Photoelectrochemical water oxidation in α-Fe2O3 thin films enhanced by a controllable wet-chemical Ti-doping strategy and Co–Pi co-catalyst modification

Abstract

The poor electrical conductivity, short hole diffusion length, and slow water oxidation reaction kinetics have severely limited the photoelectrochemical performance of the hematite (α-Fe2O3) photoanodes. In this paper, we report a facile wet-chemical approach to prepare the Ti-doping controllable hematite photoanode with subsequent Co–Pi electrocatalysts modification for solar water splitting. By optimizing the Ti-doping in Fe2O3, the Ti–Fe2O3 photoanodes can retain the primary morphology with the pristine Fe2O3 nanostructures, while simultaneously reducing the photogenerated charge carrier recombination rate in the films. Besides, by further decorating with Co–Pi co-catalysts on Ti–Fe2O3 surface, the formed Ti–Fe2O3/Co–Pi photoanode demonstrated an accelerated electrode/electrolyte kinetics during photoelectrochemical water oxidation reaction.
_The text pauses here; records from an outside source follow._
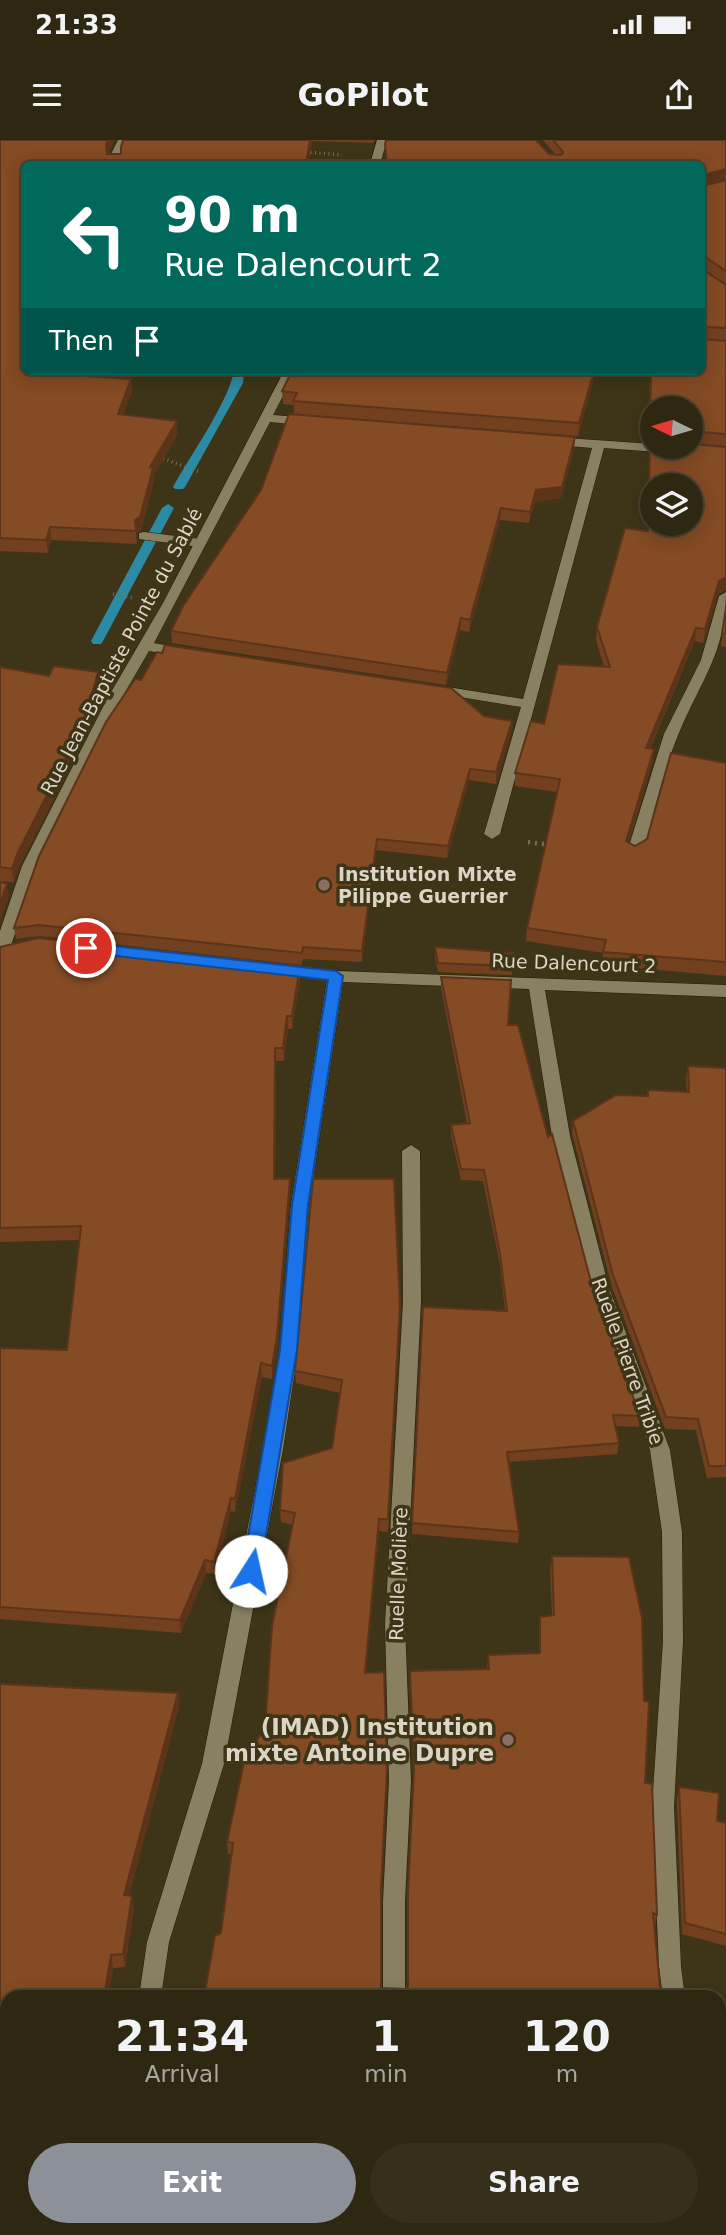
<!DOCTYPE html>
<meta charset="utf-8">
<style>
body{margin:0;font-family:"DejaVu Sans",sans-serif;background:#36301b;color:#f1f3f6;height:100vh;display:flex;flex-direction:column;font-size:26px;white-space:nowrap}
*{box-sizing:border-box;margin:0}
p{font-size:23px;color:#a7a69f}
.icon{flex:none;width:38px;height:38px;fill:none;stroke:currentColor;stroke-width:2;stroke-linecap:round;stroke-linejoin:round}
.map{position:relative;flex:1;overflow:hidden}
.sheet{position:absolute;left:0px;top:1850px;width:726px;height:247px;display:flex;flex-direction:column;background:#2e2812;border-radius:21px 21px 0 0;box-shadow:0 4px 18px #0003,0 0 0 2px #494432}
.sheet>*{flex:none}
.hud{position:absolute;left:21px;top:21px;width:684px;height:214px;border-radius:10px;box-shadow:0 4px 18px #0003,0 0 0 2px #494432;background:#00695c;color:#fff;overflow:hidden}
.needle{width:46px;rotate:275deg}
.buttons{position:absolute;left:640px;top:256px;display:grid;gap:14px}
.buttons a{display:grid;place-items:center;width:63px;height:63px;border-radius:50%;background:#2e2812;box-shadow:0 4px 18px #0003,0 0 0 2px #494432;font-size:35px}
.pin{position:absolute;display:grid;place-items:center;width:60px;height:60px;color:#fff;margin:-30px;border:4px solid #fff;border-radius:50%;box-shadow:0 2px 7px #0007}
.me{position:absolute;width:77px;margin:-38px;rotate:10deg;stroke-linejoin:round;filter:drop-shadow(0 0 5px #0008)}
.turn{display:flex;align-items:center;gap:24px;height:147px;padding:0 28px;font-size:32px}
.turn .icon{width:91px;height:91px;stroke-width:2.5}
.turn b{display:block;font-size:49px;line-height:60px}
.then{display:flex;align-items:center;height:66px;padding:0 28px;background:#0003;gap:14px;font-size:26px}
.eta{display:flex;justify-content:space-evenly;align-items:center;height:119px;text-align:center}
.eta b{font-size:42px;font-weight:800;line-height:49px}
.cta{display:flex;gap:14px;margin-top:auto;padding:14px 28px}
.cta a{flex:1;height:80px;border-radius:42px;background:#8c9099;color:#fff;font-size:28px;font-weight:800;line-height:80px;text-align:center}
.cta a+a{background:#36301b;color:#f1f3f6}
.status{display:flex;justify-content:space-between;align-items:center;height:49px;padding:0 35px;background:#2e2812;direction:ltr}
.status svg{height:19px;fill:currentColor}
header{display:flex;justify-content:space-between;align-items:center;height:91px;padding:0 28px;background:#2e2812;font-size:32px;font-weight:800}
.map>svg:first-child{display:block}
</style>
<div class="status"><b>21:33</b><svg viewBox="0 0 49 12"><path d="M0 12V9h3v3zM5 12V6h3v6zM10 12V3h3v9zM15 12V0h3v12zM26 1h20v11H26zM47 4h2v5h-2z"/></svg></div>
<header><svg class="icon" aria-label="menu" viewBox="0 0 24 24"><path d="M4 6h16M4 12h16M4 18h16"/></svg>GoPilot<svg class="icon" aria-label="share" viewBox="0 0 24 24"><path d="M12 15V3M7 8l5-5 5 5M5 13v7h14v-7"/></svg></header>
<div class="map">
<svg width="726" height="2095" viewBox="0 0 726 2095">
<rect width="100%" height="100%" fill="#3e3518"/>
<g fill="none" stroke-linecap="round" stroke-linejoin="round">
<path fill="#2d8aa5" fill-rule="evenodd" d="M234 231H244L243 243 185 347 183 349H175L173 347C190 316 228 263 234 231Z
M168 364 174 368 103 501 101 504H93L91 501 162 368Z"/>
<defs>
<path id="lane" d="M144 392 200 399 207 403 200 407 139 399V393Z"/>
<path id="street" d="M118 0H128L119 18 120 24H110L109 18Z
M377 0H387L380 24H370Z
M284 231H296L273 275 311 278 317 282 311 286 270 282 154 503 190 510 192 513 185 517 149 511 121 559 38 726 8 814 0 819V791L22 726 107 559 163 463Z
M551 297 653 304V306H674L676 309 670 313 604 308 500 694 492 699 484 694 521 567 435 553 428 549 435 545 523 559 592 308 547 304V298Z
M726 452C726 513 701 540 679 593 663 631 654 673 643 712L635 717 630 715 627 712 664 594 701 520 719 456Z
M279 824 336 831 726 845V857L545 850 570 996 609 1148 670 1310 682 1392 683 1501 674 1667 681 1827 685 1857H663L659 1827 652 1667 663 1501 662 1392 650 1310 591 1148 552 996 529 849 343 842 309 1065 298 1210 283 1309 224 1624 169 1802 161 1857H139L147 1802 202 1624 263 1309 280 1210 291 1065 327 840 273 833 271 829Z
M411 1005 420 1011 421 1161 405 1484 411 1641 405 1761V1857H383V1761L389 1641 385 1484 403 1161 402 1011Z
M111 2090H135V2095H111Z
M383 2090H407V2095H383Z"/>
</defs>
<use href="#lane" stroke="#241d01" stroke-width="1"/>
<use href="#street" stroke="#241d01" stroke-width="1"/>
<path stroke="#787058" stroke-width="3.5" stroke-dasharray="1 3.5" stroke-linecap="butt" d="M306 12 342 15
M230 234 250 235
M159 317 200 332
M113 454 134 458"/>
<path stroke="#787058" stroke-width="4.5" stroke-dasharray="2 5" stroke-linecap="butt" d="M528 702 551 705"/>
<use href="#lane" fill="#898061" fill-rule="evenodd"/>
<use href="#street" fill="#898061" fill-rule="evenodd"/>
</g>
<path fill="#72401f" d="M0 0 108 14H121L123 0H375L373 3 312 1 308 24H24V231H98L94 237 132 252 123 274 178 294 154 335V341L141 390 136 393 137 404 51 400 48 413 0 411Z
M543 0H726V144L703 129H702L726 145V200L702 199 726 201V306L691 304V268H653V301H649L650 231H702V24H386L385 4 555 14Z
M596 231 578 296 294 274V265L283 264 282 251Z
M575 297 574 308 561 358 535 362 529 383 500 380 469 492 460 490 446 545 172 503 171 491Z
M650 301 718 454 703 503 695 501 650 609H654L652 623 629 702 635 706 647 699 726 623V836L602 825 603 813 526 801 527 788 557 652 515 646V633L544 584 604 527 596 500 597 487 647 391Z
M726 468V507L721 506Z
M0 527 99 545 87 593 20 725 14 742 0 741Z
M484 576 512 581 511 592 496 644 469 640 447 718 376 710 362 822 303 819 302 825 40 796 16 799 14 788Z
M0 807 300 840 292 889H288L284 921H276L275 1039H290V1053L277 1210 272 1239 262 1237 235 1372 231 1371 215 1434 206 1433 181 1493 0 1479V1208L67 1210 80 1100 0 1102Z
M435 807 513 813 512 835 438 832 435 816Z
M441 837 548 997 590 1138 640 1276 639 1287 615 1286 619 1303 617 1314 509 1322 519 1392 518 1403 412 1394 423 1167 505 1171 500 1125 483 1041 461 1040 451 996V985L467 983 441 848Z
M688 926 726 928V1337L707 1338 696 1290 665 1289 612 1147 572 993 573 981 647 956 648 950 687 952 686 938Z
M399 1177 388 1392 379 1391 366 1533 381 1757V1848L405 1849 408 1846 414 1638 410 1531 487 1529 488 1515 539 1513 540 1477 552 1475 550 1428 552 1416 645 1643 657 1775 655 1786H654L661 1857H204L221 1793 231 1714H228L227 1702 265 1589 293 1385 281 1382 280 1370 332 1308 340 1253 296 1243 295 1231Z
M0 1544 178 1553 179 1567 129 1756 134 1769 125 1827 113 1828 108 1857H7V2047L0 2046Z
M679 1647 717 1681 726 1683V1806L682 1794 677 1660Z
M719 1921 726 1923V2095H566L565 2090H719L722 2086V2084L719 2083Z"/>
<path fill="#5c3419" d="M108 0H115L107 17 106 5Z
M310 0H312L308 24H306Z
M726 29 725 40 702 46 703 35Z
M702 117H705L703 129H702Z
M89 231H98L87 249 86 236Z
M594 231H596L578 296 579 283Z
M131 239 132 252 119 286 118 274Z
M177 281 178 294 154 335V341L141 390 136 393 135 380 150 327Z
M575 297 574 308 561 358 535 362 529 383 530 372 536 350Z
M501 368 500 380 469 492 470 480Z
M50 387 51 400 48 413 46 400Z
M726 437V450L718 454 703 503 705 489 719 441Z
M461 478 460 490 446 545 447 533Z
M696 488 695 501 644 621 646 608Z
M98 532 99 545 87 593 20 725 14 742 12 729 18 712Z
M512 581 511 592 496 644V632Z
M654 609 652 623 625 714 626 701Z
M470 629 469 640 447 718 448 706Z
M377 699 376 710 362 822V811Z
M7 744 9 757 0 783V764Z
M300 826V840L292 889V876Z
M287 876 288 889 284 921 283 908Z
M290 1039V1053L277 1210 272 1239V1226Z
M261 1223 262 1237 235 1372V1359Z
M231 1358V1371L215 1434 214 1422Z
M379 1379V1391L365 1545V1533Z
M205 1420 206 1433 181 1493 180 1480Z
M178 1553 179 1567 126 1768 124 1755Z
M132 1756 134 1769 125 1827 123 1814Z
M111 1815 113 1828 108 1857H106L105 1851Z"/>
<path fill="#844b24" stroke="#5c3419" stroke-width="2" fill-rule="evenodd" d="M0 0H108L106 5 107 14H121V7L123 0H310L306 24H24V231H89L86 236 131 239 118 274 177 281 150 327 153 328 140 377 135 380 136 391 50 387 46 400 0 398Z
M386 0H536L549 14 561 15 563 12 553 0H726V29L703 35 702 38V24H387L385 4Z
M726 40V131L705 117H702V44L704 46Z
M702 128V129L726 145V188L703 187 702 189Z
M702 199 726 201V294L691 291V268H653V289L650 288 651 231H702Z
M292 231H594L579 283 293 261 297 253 282 251Z
M289 274 575 297 562 347 536 350 530 372 501 368 470 480 461 478 447 533 171 491 183 466 261 350Z
M650 301H653V306H691V304L726 307V437L719 441 705 489 696 488 646 608 654 609 626 701 635 706 647 699 671 613 726 623V822L603 812 606 800 527 788 560 639 515 633 531 581 544 584 558 524 610 527 597 487 625 388 648 391ZM653 345H691V383H653Z
M726 468V494L722 493Z
M165 505 451 548 484 576 512 581 496 632 470 629 448 706 377 699 362 811 303 807 302 813 39 785 14 788 39 716 106 582 135 539 141 540 157 512 162 513Z
M54 526 98 532 85 580 18 712 12 729 0 727V527L49 536Z
M0 742 7 744 0 764Z
M38 798 300 826 292 876H287L283 908H275L274 1039H290L277 1197 272 1226 261 1223 235 1359 231 1358 214 1422 205 1420 180 1480 0 1467V1208L67 1210 81 1086 0 1088V807Z
M435 807 513 813 512 826 438 823Z
M441 837 511 840 508 885H518L548 997 552 994 590 1138 640 1276 613 1275 619 1303 507 1312 519 1392 412 1383 423 1167 507 1171 500 1114 484 1030 461 1029 451 985 470 983Z
M688 926 726 928V1326H709L698 1279 666 1277 613 1135 573 981 616 955 648 956V950L689 952Z
M313 1039H394L400 1165 388 1379H379L365 1533 384 1532 387 1629 381 1749V1848L405 1849 408 1846V1750L414 1629 410 1531 489 1529 488 1515 540 1513V1477L554 1475 552 1416 629 1417 642 1478 644 1561 649 1562 645 1643 652 1644 657 1775 653 1773 661 1857H204L215 1796 221 1793 233 1703 227 1702 246 1613 265 1589 272 1486 295 1373 280 1370 283 1323 332 1308 342 1240 295 1231Z
M0 1544 178 1553 124 1755 132 1756 123 1814 111 1815 105 1851H103L101 1857H7V2036L0 2034Z
M679 1647 719 1653 717 1681 726 1683V1794L685 1783Z
M719 1921 726 1923V2083L724 2074 721 2072 719 2077Z
M719 2086 726 2087V2095H568V2090H719Z
M196 2090H335L334 2095H196Z"/>
<path fill="#1a73e8" stroke="#114b97" stroke-width="2" d="M86 803 336 831 343 836 308 1065 297 1210 260 1431 257 1436 251 1439 244 1436 242 1431 280 1210 292 1065 328 840 81 812 79 808Z"/>
<g fill="#8d6e63" stroke="#3e3518" stroke-width="2.5">
<circle cx="324" cy="745" r="7"/>
<circle cx="508" cy="1600" r="7"/>
</g>
<g text-anchor="middle" stroke-width="7" stroke-linejoin="round" paint-order="stroke">
<g font-size="19" fill="#dad5c4" stroke="#3e3518">
<text transform="translate(121 511) rotate(-62)" y="7">Rue Jean-Baptiste Pointe du Sablé</text>
<text transform="translate(574 823) rotate(2)" y="7">Rue Dalencourt 2</text>
<text transform="translate(628 1221) rotate(70)" y="7">Ruelle Pierre Tribie</text>
<text transform="translate(398 1434) rotate(-88)" y="7">Ruelle Molière</text>
</g>
<g font-size="19" font-weight="bold" fill="#dad5c4" stroke="#3e3518" text-anchor="start">
<text x="338" y="741">Institution Mixte<tspan x="338" dy="22">Pilippe Guerrier</tspan></text>
</g>
<g font-size="23" font-weight="bold" fill="#dad5c4" stroke="#3e3518" text-anchor="end">
<text x="494" y="1595">(IMAD) Institution<tspan x="494" dy="26">mixte Antoine Dupre</tspan></text>
</g>
</g>
</svg>
<div class="buttons">
<a><svg class="needle" viewBox="-14 -14 28 28"><path d="M0-13l5 13h-10z" fill="#e53935"/><path d="M0 13l5-13h-10z" fill="#a7a69f"/></svg></a>
<a><svg class="icon" aria-label="layers" viewBox="0 0 24 24"><path d="M12 4l9 5-9 5-9-5zM3 14l9 5 9-5"/></svg></a>
</div>
<div class="pin" style="left:86px;top:808px;background:#d93025"><svg class="icon" aria-label="arrive" viewBox="0 0 24 24"><path d="M6 21V4h12l-3 4 3 4H6"/></svg></div>
<svg class="me" style="left:251px;top:1431px" viewBox="-20 -20 40 40"><circle r="19" fill="#fff"/><path d="M0-13L10 11 0 6-10 11z" fill="#1a73e8"/></svg>
<div class="hud">
<div class="turn"><svg class="icon" aria-label="left" viewBox="0 0 24 24"><path d="M17 20v-9H6M10 6l-5 5 5 5"/></svg><div><b>90 m</b>Rue Dalencourt 2</div></div>
<div class="then">Then<svg class="icon" aria-label="arrive" viewBox="0 0 24 24"><path d="M6 21V4h12l-3 4 3 4H6"/></svg></div>
</div>
<section class="sheet">
<div class="eta">
<div><b>21:34</b><p>Arrival</p></div>
<div><b>1</b><p>min</p></div>
<div><b>120</b><p>m</p></div>
</div>
<div class="cta"><a>Exit</a><a>Share</a></div>
</section>
</div>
As expected, the Ti–Fe2O3/Co–Pi photoanode produced an improved photocurrent density of 0.76 mA/cm2 at 1.23 V vs RHE, which is much higher than the photocurrent density of individual Fe2O3 (0.25 mA/cm2) and Ti–Fe2O3 photoanode (0.51 mA/cm2). This work provides a good insight for designing the composite photoanode to simultaneously enhance the charge transport and surface water oxidation kinetics for efficient solar fuel production.